At the end of All Rights Reserved, Speth and her friends freed the city of Vermaine from Silas Rog and his oppressive litigation. But now, with the Wi-Fi untethered, the citizens of her city are looking to Speth to lead them. Just as Speth never intended to lead a rebellion of Silents, she has no idea how to begin putting Vermaine back to rights. All she wants to do is break out of the dome and track down her parents, who were sold into indentured servitude years before. Leaving the care of the city in the hands of her friend and mentor, Kel, Speth and a few friends embark on a journey to explore the rest of their world and spread the cause of freedom.

My thoughts

Access Restricted is the sequel to the amazing and scarily possible All Rights Reserved. With just as much action and intrigue, Access Restricted once again delves into a world where every form of communication is owned and fees charged accordingly, where history and knowledge have become propriety information only accessible to those with wealth and standing, where one girl unwittingly became the leader in an uprising, and where that girl must once again risk everything for a chance of a better future.

There has been much debate in my high-schoolers book club, who all adored All Rights Reserved, if a sequel was needed. The first book could, arguably, be concluded and left as it was. Others suggested they were happy with the ending, and that any more could possibly ruin the awesomeness of the first book. Others still, myself included, desperately wanted more -more of Speth, more of her accidental rebellion and uprising, and more explanation of the world in which she lives and the consequences for her actions. Would everything she had already done and sacrificed really change things? Had it really made a difference?

Access Restricted picks up almost immediately after the conclusion of All Rights Reserved. The WiFi is down in the Portland Dome where Speth lives, taken out when Speth blew up Rog’s tower. People are free from the system that controls and charges for every word they speak, every gesture they make – for now. The race is on to crack the DRM on the food printers so that the population doesn’t starve, and Speth knows that there will be people coming to seek revenge for her actions. Others, especially the groups of Silents, are looking for Speth to lead them, to tell them what comes next, but Speth just wants to flee with her sister to find her indentured parents. With a small group of friends, Speth manages to escape and for the first time see the world beyond the dome. But there is so much more at stake than her freedom.

Access Restricted continues the brilliance that is All Rights Reserved. One thing that continues to resonate with the many readers who I’ve seen devour this book is how very real it feels, how very possible, and that makes it very scary. And, as the author notes in his acknowledgements, it seems the world is ever marching towards this reality. In the first book, Speth started a rebellion with her silence. Now she has taken down the WiFi and Silas Rog’s control of the city, she has the power to speak and she’s not sure what to say. One thing I have especially loved about these books is Speth. She’s not hero material, not your typical amazingly gifted, ‘of course she’s going to save the world, she was born with that sole purpose’, chosen-one hero. Instead, she’s just a brave young girl who desperately wants to save her family and doesn’t know how to do that. She makes mistakes – some of which have cost her the very people she wants to protect. But she’s also clever. I love the way she pieces information together and creates solutions.

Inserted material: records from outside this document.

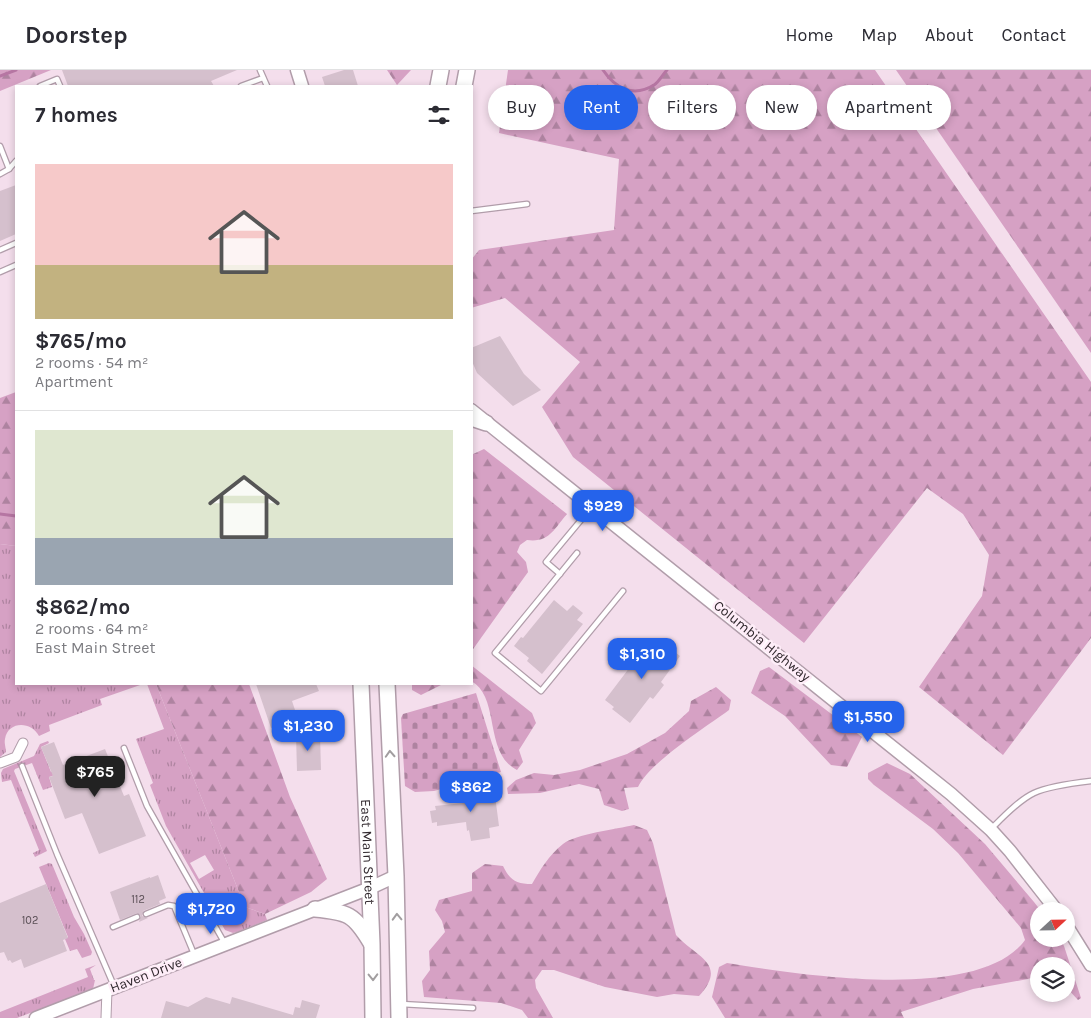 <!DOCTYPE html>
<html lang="en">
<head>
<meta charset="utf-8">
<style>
	:root { --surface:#fff; --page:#f2f2f3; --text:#2b2b33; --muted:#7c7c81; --line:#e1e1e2; --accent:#2563eb }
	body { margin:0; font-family:Karla,sans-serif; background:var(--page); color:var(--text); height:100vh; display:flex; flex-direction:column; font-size:19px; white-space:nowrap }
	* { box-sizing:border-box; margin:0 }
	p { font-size:16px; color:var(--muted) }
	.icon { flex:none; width:28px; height:28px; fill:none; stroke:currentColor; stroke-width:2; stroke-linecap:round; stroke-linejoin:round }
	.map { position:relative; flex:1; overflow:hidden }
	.details { position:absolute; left:15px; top:15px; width:458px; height:600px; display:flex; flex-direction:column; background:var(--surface); border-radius:0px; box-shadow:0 2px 8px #0003 }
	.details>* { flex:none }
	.top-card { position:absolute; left:488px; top:15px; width:475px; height:45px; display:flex; gap:10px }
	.needle { width:32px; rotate:68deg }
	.buttons { position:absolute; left:1030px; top:832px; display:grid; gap:10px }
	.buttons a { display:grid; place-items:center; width:45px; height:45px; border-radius:50%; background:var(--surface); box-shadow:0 2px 8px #0003; font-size:25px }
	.price { position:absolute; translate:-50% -42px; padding:0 11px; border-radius:10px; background:var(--accent); color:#fff; font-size:16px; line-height:32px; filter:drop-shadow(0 1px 2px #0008) }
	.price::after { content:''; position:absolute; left:50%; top:30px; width:15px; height:11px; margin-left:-8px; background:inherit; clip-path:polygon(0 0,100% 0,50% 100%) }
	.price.on { background:#222; color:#fff }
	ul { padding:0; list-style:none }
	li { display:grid; align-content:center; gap:10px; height:265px; padding:0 20px }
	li+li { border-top:1px solid var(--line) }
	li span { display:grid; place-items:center; height:155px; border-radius:0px; color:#555 }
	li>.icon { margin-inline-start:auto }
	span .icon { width:90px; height:90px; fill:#fffc; stroke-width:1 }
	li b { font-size:21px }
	h2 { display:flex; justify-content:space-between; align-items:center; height:60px; padding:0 20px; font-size:21px }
	.tag { padding:0 18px; border-radius:22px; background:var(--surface); box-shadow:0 2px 8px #0003; font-size:18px; line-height:45px }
	.tag.on { background:var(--accent); color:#fff }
	header { display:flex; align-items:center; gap:30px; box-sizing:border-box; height:70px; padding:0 25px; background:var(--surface); border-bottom:1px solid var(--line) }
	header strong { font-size:24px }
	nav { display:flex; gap:28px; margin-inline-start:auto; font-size:18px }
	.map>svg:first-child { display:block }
	.grass { fill:url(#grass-tufts); fill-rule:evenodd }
	.forest { fill:url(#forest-firs) }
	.cemetery { fill:url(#cemetery-stones) }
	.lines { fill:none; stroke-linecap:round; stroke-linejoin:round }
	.stream { stroke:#b676a3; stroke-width:3 }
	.building { fill:#d5c0cd }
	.lane-casing { stroke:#b19daa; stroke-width:7 }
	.street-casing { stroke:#b19daa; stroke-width:11 }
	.secondary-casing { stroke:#b19daa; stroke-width:15 }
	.primary-casing { stroke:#b19daa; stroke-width:18 }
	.lane { stroke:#fff; stroke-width:4.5 }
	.street { stroke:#fff; stroke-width:9 }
	.secondary { stroke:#fff; stroke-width:12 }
	.primary { stroke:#fff; stroke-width:15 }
	.oneway { stroke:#a29ea0 }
	.labels { text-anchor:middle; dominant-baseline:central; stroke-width:5; stroke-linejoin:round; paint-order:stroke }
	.number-label { font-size:11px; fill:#594e55 }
	.street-label { font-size:14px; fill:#30282d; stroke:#feedf8 }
</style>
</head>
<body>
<header>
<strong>Doorstep</strong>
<nav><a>Home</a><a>Map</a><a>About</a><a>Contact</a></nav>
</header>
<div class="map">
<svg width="1091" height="948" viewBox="0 0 1091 948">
	<defs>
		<pattern id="grass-tufts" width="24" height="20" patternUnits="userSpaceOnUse" patternTransform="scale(1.25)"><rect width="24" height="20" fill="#d6a1c4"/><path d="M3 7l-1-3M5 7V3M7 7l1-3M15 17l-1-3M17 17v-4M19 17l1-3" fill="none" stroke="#ae83a0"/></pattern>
		<pattern id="forest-firs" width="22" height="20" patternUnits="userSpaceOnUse" patternTransform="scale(1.25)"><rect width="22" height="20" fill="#d6a1c4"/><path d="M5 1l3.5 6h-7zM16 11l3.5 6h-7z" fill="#ae83a0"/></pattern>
		<pattern id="cemetery-stones" width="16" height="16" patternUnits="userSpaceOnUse" patternTransform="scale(1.25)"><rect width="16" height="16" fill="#d6a1c4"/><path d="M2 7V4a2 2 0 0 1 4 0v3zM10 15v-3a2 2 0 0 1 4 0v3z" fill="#ae83a0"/></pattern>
	</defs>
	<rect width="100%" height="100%" fill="#f4deec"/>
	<g class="grass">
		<path d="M 0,474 L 16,476 L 16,614 L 143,614 L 100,629 L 102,635 L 49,655 L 50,661 L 39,666 C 31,651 8,651 5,669 C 4,673 6,678 6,682 L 0,687 Z"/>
		<path d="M 147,614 L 156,614 L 245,837 L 265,844 L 267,850 L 237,862 L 233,863 L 225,860 L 166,756 L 150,715 L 153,713 L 136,669 L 164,659 ZM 205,785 L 214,800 L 199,809 L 190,793 Z"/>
		<polygon points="48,671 49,673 41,677 51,702 66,701 49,707 52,717 43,720 32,693 15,699 14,701 47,781 35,787 33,783 39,780 11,710 2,712 1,703 3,699 34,686 40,674"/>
		<polygon points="49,793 52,794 74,847 84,864 92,882 91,885 82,888 77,879 70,881 65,869 68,867 39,797"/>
		<polygon points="96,895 90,899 94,910 95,910 93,919 17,948 0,948 0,942 88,907 85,899"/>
	</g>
	<g class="forest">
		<polygon points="0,0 51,0 0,21"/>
		<polygon points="387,0 411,0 397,15"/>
		<polygon points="508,0 875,0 1091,312 1091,568 1003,685 919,617 982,526 989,485 963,444 927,418 804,573 573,387 542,337 580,292 505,228 471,238 471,190 479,180 614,160 619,89 499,63"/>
		<polygon points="896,0 1091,0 1091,283"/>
		<polygon points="16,322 16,476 0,474 0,328"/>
		<path d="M 484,379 L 567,444 C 554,459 549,473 527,470 L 520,475 L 517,482 L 526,492 L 528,502 L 471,582 L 471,385 Z"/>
		<path d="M 471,595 L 532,643 L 536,653 L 519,680 L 523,692 L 517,700 C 483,683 501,627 471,611 Z"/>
		<polygon points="769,597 862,667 847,697 831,695 785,646 751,623 760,601"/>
		<polygon points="156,614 249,614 290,727 327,809 311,822 265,844 245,837"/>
		<polygon points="412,614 443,614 421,625 412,620"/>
		<path d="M 716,617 L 731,630 L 729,640 C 706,657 649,693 638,717 L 624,718 L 629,739 L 622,741 L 604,735 L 599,719 L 579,714 L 540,723 L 508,724 L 507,718 L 516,710 L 534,703 L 554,705 L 580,700 L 627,684 L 665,663 L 689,641 L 691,631 Z"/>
		<path d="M 887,693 L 910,704 L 985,774 L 1034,832 L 1041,841 L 1039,841 L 1039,869 L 1060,869 L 1064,876 L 1081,928 L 1078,930 L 1066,917 L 1066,896 L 1039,896 L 1039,905 L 1028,909 L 973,919 L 901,942 L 904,948 L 725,948 L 712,927 L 719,897 L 727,893 C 795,904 979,934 1025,870 L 1021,858 L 958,783 L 933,759 L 874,715 L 868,709 L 868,703 Z"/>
		<path d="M 634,755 L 647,760 L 653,773 L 676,865 C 695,887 729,893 699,926 L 674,924 L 657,927 L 605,917 L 554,900 L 542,900 L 535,910 L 536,918 L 553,948 L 528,948 L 522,940 L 501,933 L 424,927 L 422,911 L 430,900 L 429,881 L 445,862 L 442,851 L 435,840 L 439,830 L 472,821 L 472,803 L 485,794 L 503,796 C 510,810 516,814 532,814 C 540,800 549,785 563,774 C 575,764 617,759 634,755 Z"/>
	</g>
	<polygon class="cemetery" points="476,623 501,702 434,721 415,722 405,716 401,648 403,644"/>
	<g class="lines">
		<g class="stream">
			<path d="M 603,0 C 615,18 633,28 654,15 C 659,12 663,4 667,0"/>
			<polyline points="0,6 16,0"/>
			<polyline points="0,444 16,446"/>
		</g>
	</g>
	<g class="building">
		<polygon points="62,0 237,0 211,11 214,16 68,16"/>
		<polygon points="344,0 353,0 358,16 325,16 322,7"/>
		<polygon points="16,115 16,164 0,171 0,121"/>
		<polygon points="500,266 524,304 541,320 513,336 477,303 471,289 471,278"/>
		<polygon points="554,530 567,541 573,535 583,543 577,550 583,554 542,604 527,591 529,588 514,576 521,567 523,568"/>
		<polygon points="652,568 661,575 663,573 680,586 661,612 664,615 653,629 650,627 630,653 612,639 614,637 605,630"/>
		<polygon points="256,614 316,614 319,621 292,631 298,649 271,658"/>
		<polygon points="296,664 320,664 321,700 297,701"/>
		<polygon points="54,672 63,695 105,679 124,726 129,724 146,766 99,784 82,743 65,749 49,707 53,706 41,677"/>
		<polygon points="494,718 499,756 489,758 490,768 471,771 469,760 467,761 466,752 437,756 437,752 432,753 430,741 436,740 435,736 463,733 462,722"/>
		<polygon points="158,805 166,828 159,831 160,834 143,841 142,846 148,848 139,852 141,846 137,843 120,850 110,822 150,807 150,808"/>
		<polygon points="46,814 68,868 63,870 67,881 24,898 21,889 12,893 10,890 8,891 4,882 0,883 0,833"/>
		<polygon points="206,927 230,934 232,927 293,945 295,937 300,938 302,930 320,935 316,948 161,948 166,931 188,937"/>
	</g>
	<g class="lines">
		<defs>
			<g id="lane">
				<polyline points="260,0 267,16"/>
				<polyline points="40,16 57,9 60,16"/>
				<polyline points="241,16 263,8"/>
				<polyline points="0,76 9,99"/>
				<polyline points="0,104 9,99 16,91"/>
				<polyline points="471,141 527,134"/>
				<polyline points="0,180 16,173"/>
				<polyline points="0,202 16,195"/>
				<polyline points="577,483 495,583 541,621 623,521"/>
				<polyline points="560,504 546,492 591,438"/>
				<polyline points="124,678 147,736 224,872"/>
				<polyline points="22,696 57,784 114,916"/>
				<path d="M 992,758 C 1003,747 1019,730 1034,723 C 1049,716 1074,713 1091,711"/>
				<polyline points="146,844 168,835 174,836 194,884"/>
				<polyline points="113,857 137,847"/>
				<polyline points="401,934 473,938"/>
			</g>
			<g id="street">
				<polyline points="0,693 16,687 23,673"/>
				<polyline points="106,948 107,920"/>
			</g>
			<g id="secondary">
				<polyline points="297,0 302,16"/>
				<polyline points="471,340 951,724 991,760 1010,781 1057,841"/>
				<polyline points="1066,855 1091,895"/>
				<polyline points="36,948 370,818 396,806"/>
			</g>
			<g id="primary">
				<polyline points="438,16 441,0"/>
				<polyline points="464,16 467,0"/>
				<polyline points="471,348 486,353"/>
				<path id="s1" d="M 361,614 L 372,874 L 373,948"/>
				<polyline points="387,614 396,806 399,948"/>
				<path d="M 315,839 C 348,842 354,844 371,873"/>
			</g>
		</defs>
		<use href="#lane" class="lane-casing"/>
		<use href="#street" class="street-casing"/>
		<use href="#secondary" class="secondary-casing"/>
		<use href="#primary" class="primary-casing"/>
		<use href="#lane" class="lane"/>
		<use href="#street" class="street"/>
		<use href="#secondary" class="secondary"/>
		<use href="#primary" class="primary"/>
	</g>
	<defs><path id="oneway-chevron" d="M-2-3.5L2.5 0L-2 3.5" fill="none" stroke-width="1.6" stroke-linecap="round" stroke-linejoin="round" transform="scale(1.25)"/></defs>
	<g class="oneway">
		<use href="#oneway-chevron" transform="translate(390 684) rotate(-93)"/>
		<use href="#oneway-chevron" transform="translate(397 847) rotate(-92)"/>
		<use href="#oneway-chevron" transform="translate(373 907) rotate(89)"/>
	</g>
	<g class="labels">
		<g class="number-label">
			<text x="138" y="829">112</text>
			<text x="30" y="850">102</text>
		</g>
		<g class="street-label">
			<text transform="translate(762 571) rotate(39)">Columbia Highway</text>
			<text stroke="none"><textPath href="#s1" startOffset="168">East Main Street</textPath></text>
			<text transform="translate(146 905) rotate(-21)">Haven Drive</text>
		</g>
	</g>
</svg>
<div class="buttons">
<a><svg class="needle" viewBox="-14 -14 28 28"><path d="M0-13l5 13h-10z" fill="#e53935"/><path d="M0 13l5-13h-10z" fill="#7c7c81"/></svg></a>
<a><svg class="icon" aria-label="layers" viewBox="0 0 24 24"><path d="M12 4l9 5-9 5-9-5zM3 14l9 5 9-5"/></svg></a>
</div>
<b class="price" style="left:603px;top:462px">$929</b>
<b class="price" style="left:642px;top:610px">$1,310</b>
<b class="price" style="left:868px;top:673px">$1,550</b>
<b class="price" style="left:308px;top:682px">$1,230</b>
<b class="price on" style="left:95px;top:728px">$765</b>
<b class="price" style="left:471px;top:743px">$862</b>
<b class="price" style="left:211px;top:865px">$1,720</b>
<div class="top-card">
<a class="tag">Buy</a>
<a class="tag on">Rent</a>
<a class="tag">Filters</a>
<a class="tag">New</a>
<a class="tag">Apartment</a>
</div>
<section class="details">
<h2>7 homes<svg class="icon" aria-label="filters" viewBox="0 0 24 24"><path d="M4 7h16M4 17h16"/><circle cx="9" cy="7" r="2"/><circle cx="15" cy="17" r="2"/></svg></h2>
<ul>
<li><span style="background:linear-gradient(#f6c9c9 65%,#c2b280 0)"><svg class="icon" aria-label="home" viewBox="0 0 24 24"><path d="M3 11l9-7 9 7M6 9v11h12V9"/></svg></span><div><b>$765/mo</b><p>2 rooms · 54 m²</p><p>Apartment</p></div></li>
<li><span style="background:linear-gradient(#dfe7d0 70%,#9aa5b1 0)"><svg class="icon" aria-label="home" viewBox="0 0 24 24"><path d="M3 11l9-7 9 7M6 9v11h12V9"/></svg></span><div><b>$862/mo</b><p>2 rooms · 64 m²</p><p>East Main Street</p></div></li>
</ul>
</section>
</div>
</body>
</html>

The first half of Access Restricted was a little hard to get into, not for lack of action, because there are plenty of high action and high tension scenes, but due to indecision. Speth isn’t sure what to do and the things she and her friends do do, happen mostly because they have no choice. But as they continue their journey outside their dome’s borders, a clearer picture of what America has become and why emerges. I enjoyed seeing the bigger picture and the backstory to Speth’s world and the Word$ system. The last half of Access Restricted was impossible to put down. As things heat up, as the tension mounts and as I despaired that there was no way it was going to end well, Speth, her friends and their determination and resilience never failed to amaze.

There are so many things I loved about this book, outside of the cleverness of the story, especially the focus on family and what it means, and that there is no romantic subplot for the main character. Seriously, and it doesn’t need it!

If you a looking for a YA dystopian with a difference, for a book that captures your imagination, and for characters that are both relatable and easy to root for, then look no further than the Word$ series. This unique and cleverly crafted duology is very highly recommended.

The publishers provided an advanced readers copy of this book for reviewing purposes. All opinions are my own.

More information

Category: Young adult fiction.

Genre: Science-fiction – dystopian.

Themes: Language, rights, friendship, family, rebellion, copyright, property, slavery, knowledge, USA, freedom, siblings, consumers, law, social issues, communication.

Reading age guide: Ages 12 and up.

Advisory: References to violence and torture via ocular and auditory implants. Occasional coarse language, f*** (2), sh** (3), as***** (1).

Published:  28 August 2018 by Harlequin Teen.

Format: Hardcover, paperback, ebook, audiobook. 304 pages.